EXERCISE:
A verbatim copy of each record is required.

(Collection entries)
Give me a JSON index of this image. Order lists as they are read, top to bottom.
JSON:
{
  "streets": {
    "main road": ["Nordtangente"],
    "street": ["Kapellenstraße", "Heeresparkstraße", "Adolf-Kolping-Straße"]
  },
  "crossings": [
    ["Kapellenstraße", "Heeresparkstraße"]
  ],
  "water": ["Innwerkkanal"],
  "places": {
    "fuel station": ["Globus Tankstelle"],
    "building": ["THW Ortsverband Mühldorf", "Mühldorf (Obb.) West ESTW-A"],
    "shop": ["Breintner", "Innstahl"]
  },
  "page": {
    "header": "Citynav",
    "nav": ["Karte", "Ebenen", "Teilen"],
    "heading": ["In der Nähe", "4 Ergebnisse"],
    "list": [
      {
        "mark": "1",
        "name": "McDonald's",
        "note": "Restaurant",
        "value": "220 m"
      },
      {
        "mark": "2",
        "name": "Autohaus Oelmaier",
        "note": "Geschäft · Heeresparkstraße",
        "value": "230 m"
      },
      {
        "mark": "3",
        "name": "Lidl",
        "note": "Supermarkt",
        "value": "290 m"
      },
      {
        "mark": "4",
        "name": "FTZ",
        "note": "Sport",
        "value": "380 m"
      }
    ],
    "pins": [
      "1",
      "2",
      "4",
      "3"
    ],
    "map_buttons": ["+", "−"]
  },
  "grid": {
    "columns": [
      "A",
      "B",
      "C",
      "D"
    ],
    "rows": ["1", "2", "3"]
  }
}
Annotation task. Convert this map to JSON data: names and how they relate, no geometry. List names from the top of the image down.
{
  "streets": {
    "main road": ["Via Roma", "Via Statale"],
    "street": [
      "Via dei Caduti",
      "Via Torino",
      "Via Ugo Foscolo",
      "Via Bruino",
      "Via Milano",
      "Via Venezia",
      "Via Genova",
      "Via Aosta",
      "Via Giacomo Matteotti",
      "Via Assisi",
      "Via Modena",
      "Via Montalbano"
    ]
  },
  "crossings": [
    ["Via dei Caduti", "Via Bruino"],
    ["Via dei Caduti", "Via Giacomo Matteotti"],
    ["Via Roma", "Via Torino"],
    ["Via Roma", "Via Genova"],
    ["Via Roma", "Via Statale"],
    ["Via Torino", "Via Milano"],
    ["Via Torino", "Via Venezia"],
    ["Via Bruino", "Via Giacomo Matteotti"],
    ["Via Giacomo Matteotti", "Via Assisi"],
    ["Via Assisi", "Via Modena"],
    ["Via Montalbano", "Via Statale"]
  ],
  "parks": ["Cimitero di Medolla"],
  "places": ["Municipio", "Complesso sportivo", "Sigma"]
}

FINAL ANSWER:
Give me a JSON index of this image. Order lists as they are read, top to bottom.
JSON:
{
  "streets": {
    "main road": ["Nordtangente"],
    "street": ["Kapellenstraße", "Heeresparkstraße", "Adolf-Kolping-Straße"]
  },
  "crossings": [
    ["Kapellenstraße", "Heeresparkstraße"]
  ],
  "water": ["Innwerkkanal"],
  "places": {
    "fuel station": ["Globus Tankstelle"],
    "building": ["THW Ortsverband Mühldorf", "Mühldorf (Obb.) West ESTW-A"],
    "shop": ["Breintner", "Innstahl"]
  },
  "page": {
    "header": "Citynav",
    "nav": ["Karte", "Ebenen", "Teilen"],
    "heading": ["In der Nähe", "4 Ergebnisse"],
    "list": [
      {
        "mark": "1",
        "name": "McDonald's",
        "note": "Restaurant",
        "value": "220 m"
      },
      {
        "mark": "2",
        "name": "Autohaus Oelmaier",
        "note": "Geschäft · Heeresparkstraße",
        "value": "230 m"
      },
      {
        "mark": "3",
        "name": "Lidl",
        "note": "Supermarkt",
        "value": "290 m"
      },
      {
        "mark": "4",
        "name": "FTZ",
        "note": "Sport",
        "value": "380 m"
      }
    ],
    "pins": [
      "1",
      "2",
      "4",
      "3"
    ],
    "map_buttons": ["+", "−"]
  },
  "grid": {
    "columns": [
      "A",
      "B",
      "C",
      "D"
    ],
    "rows": ["1", "2", "3"]
  }
}
Annotation task. Convert this map to JSON data: names and how they relate, no geometry. List names from the top of the image down.
{
  "streets": {
    "main road": ["Via Roma", "Via Statale"],
    "street": [
      "Via dei Caduti",
      "Via Torino",
      "Via Ugo Foscolo",
      "Via Bruino",
      "Via Milano",
      "Via Venezia",
      "Via Genova",
      "Via Aosta",
      "Via Giacomo Matteotti",
      "Via Assisi",
      "Via Modena",
      "Via Montalbano"
    ]
  },
  "crossings": [
    ["Via dei Caduti", "Via Bruino"],
    ["Via dei Caduti", "Via Giacomo Matteotti"],
    ["Via Roma", "Via Torino"],
    ["Via Roma", "Via Genova"],
    ["Via Roma", "Via Statale"],
    ["Via Torino", "Via Milano"],
    ["Via Torino", "Via Venezia"],
    ["Via Bruino", "Via Giacomo Matteotti"],
    ["Via Giacomo Matteotti", "Via Assisi"],
    ["Via Assisi", "Via Modena"],
    ["Via Montalbano", "Via Statale"]
  ],
  "parks": ["Cimitero di Medolla"],
  "places": ["Municipio", "Complesso sportivo", "Sigma"]
}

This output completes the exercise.